North America’s Class 8 truck orders totaled 21,300 units in March, according to preliminary data from ACT Research, with Classes 5-7 orders rising to 21,200.
“Long backlogs and supply chain-constrained production activity kept new order activity trending within a narrow range,” said Kenny Vieth, ACT’s president and senior analyst. “Based on preliminary March inputs, North American Classes 5-8 net orders were up slightly compared to February, and while orders have been moving sideways for most of two quarters, March’s intake was the best since October.”
Vieth said recent economic news – including freight and rate data – has been less positive of late. However, he also pointed out OEMs only report orders that are expected to be built within 12 months, and the Class 8 backlog-to-build ratio was at 11 months in February.

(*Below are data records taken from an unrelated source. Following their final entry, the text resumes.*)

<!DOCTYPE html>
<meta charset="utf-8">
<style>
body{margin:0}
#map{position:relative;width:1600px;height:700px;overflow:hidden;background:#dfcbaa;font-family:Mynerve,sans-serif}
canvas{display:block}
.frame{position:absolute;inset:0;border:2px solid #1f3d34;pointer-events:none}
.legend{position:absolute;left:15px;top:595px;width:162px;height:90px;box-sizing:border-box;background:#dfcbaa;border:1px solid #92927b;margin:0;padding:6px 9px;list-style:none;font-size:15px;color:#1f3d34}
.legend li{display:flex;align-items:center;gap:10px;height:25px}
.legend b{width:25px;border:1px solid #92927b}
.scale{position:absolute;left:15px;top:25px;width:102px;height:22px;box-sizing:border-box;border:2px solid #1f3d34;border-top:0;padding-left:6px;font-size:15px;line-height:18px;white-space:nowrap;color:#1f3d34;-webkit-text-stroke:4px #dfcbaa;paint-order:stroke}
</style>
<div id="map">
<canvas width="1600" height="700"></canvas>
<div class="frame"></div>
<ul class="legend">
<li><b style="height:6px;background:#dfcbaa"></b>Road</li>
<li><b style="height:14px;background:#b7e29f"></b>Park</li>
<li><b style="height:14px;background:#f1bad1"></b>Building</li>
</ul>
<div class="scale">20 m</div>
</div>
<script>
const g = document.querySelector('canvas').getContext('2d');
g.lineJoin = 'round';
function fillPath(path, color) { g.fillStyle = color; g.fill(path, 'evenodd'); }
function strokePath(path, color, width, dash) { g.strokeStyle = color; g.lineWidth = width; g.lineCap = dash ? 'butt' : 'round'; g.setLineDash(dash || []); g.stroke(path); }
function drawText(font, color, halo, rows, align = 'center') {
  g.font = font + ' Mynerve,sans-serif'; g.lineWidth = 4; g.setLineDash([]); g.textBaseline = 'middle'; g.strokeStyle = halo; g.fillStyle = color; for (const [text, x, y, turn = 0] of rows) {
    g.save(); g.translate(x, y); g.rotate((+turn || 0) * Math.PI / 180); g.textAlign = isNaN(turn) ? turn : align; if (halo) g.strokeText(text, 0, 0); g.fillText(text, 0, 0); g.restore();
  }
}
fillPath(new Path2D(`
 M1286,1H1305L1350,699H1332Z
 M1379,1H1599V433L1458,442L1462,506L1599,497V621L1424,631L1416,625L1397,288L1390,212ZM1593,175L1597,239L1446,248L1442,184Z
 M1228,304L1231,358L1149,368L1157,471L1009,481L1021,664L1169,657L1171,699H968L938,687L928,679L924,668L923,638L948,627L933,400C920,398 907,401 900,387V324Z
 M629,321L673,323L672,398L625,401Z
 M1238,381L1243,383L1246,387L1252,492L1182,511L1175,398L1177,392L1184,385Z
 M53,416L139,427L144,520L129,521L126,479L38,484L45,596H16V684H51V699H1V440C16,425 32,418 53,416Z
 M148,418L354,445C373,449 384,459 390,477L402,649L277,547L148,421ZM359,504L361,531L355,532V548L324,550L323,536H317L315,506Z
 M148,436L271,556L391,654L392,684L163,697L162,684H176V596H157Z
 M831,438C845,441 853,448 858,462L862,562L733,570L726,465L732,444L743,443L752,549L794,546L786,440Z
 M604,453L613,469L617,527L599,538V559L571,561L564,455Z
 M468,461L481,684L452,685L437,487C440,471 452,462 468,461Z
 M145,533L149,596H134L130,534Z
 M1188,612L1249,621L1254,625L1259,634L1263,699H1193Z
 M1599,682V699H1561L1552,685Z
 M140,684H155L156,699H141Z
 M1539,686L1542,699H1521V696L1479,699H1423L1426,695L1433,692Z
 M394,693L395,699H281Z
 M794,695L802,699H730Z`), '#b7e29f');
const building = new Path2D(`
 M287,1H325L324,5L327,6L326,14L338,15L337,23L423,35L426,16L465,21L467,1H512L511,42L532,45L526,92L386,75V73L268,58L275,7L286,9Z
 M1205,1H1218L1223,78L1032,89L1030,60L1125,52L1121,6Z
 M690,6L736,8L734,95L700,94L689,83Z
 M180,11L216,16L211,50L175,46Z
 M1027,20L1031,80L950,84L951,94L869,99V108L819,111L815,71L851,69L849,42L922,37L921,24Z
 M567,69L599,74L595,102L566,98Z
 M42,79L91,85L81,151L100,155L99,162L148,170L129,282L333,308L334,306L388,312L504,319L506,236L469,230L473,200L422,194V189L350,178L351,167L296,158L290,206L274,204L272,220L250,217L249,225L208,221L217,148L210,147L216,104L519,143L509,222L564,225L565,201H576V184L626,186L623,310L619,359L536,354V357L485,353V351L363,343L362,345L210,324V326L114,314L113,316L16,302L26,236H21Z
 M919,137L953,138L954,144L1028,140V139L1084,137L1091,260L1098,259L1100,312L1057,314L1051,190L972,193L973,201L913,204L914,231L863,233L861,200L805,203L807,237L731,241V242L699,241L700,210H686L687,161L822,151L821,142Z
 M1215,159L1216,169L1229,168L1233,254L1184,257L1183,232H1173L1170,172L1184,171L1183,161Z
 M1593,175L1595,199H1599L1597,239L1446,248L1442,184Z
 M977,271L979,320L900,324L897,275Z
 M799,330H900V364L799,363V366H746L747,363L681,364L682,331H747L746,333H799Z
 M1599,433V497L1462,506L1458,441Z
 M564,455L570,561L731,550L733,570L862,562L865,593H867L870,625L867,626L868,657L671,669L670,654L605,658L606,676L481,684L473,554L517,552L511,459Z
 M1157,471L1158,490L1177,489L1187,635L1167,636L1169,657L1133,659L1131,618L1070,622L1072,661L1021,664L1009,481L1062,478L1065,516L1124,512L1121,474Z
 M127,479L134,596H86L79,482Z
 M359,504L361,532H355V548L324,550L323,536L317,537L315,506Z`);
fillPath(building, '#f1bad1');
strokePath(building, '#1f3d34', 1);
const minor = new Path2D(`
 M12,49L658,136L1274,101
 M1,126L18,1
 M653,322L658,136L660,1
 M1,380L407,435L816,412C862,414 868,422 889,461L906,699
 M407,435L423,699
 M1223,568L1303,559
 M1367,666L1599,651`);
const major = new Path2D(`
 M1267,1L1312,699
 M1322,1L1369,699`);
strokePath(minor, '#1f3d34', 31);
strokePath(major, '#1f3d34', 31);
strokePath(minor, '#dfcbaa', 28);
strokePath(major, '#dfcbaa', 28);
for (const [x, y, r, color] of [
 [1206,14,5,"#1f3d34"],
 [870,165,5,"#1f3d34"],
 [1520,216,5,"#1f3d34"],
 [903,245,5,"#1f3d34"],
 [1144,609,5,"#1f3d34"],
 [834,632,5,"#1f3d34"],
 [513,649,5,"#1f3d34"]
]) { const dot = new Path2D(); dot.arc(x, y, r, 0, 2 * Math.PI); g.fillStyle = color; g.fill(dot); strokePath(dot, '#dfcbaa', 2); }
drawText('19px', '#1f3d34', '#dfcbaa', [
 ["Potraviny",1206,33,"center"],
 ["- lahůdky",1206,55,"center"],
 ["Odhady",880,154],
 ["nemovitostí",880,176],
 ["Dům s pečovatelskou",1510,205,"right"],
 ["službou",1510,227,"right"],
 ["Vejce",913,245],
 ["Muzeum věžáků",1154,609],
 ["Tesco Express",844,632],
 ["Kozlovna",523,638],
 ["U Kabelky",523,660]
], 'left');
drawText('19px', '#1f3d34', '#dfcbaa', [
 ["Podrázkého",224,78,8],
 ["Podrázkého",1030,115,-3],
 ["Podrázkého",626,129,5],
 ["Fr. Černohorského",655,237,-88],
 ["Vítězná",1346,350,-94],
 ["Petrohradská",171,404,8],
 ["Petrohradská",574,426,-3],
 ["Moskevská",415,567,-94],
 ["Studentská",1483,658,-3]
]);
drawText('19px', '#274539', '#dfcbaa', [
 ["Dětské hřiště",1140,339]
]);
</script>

Vieth added, “Class 8 orders remained range-bound, posting a virtual carbon copy of February’s order intake. With Class 8 backlogs stretching through 2022 and still no clear visibility on the easing of the ‘everything shortage’, March’s net order haul reflects the ongoing conservative approach by the OEMs looking to limit the risk of overbooking and underbuilding that plagued the industry in 2021.”
FTR, meanwhile, reported preliminary North American Class 8 net orders of 21,500 units.
Don Ake, vice-president of commercial vehicles commented, “The March order total reflects a market frozen in place. All the OEMs are evaluating the business environment monthly and only entering enough orders to fill in about a month’s worth of production in the schedule. March’s number indicates that production levels stayed flat.
“This trend began seven months ago and has not varied much. Once supply chain issues improve, OEMs will be able to substantially increase orders. But until then, conditions remain stagnant. Several automakers recently announced computer chip supplies remain tight, but there are still expectations of supply chain improvements in the second half of the year.”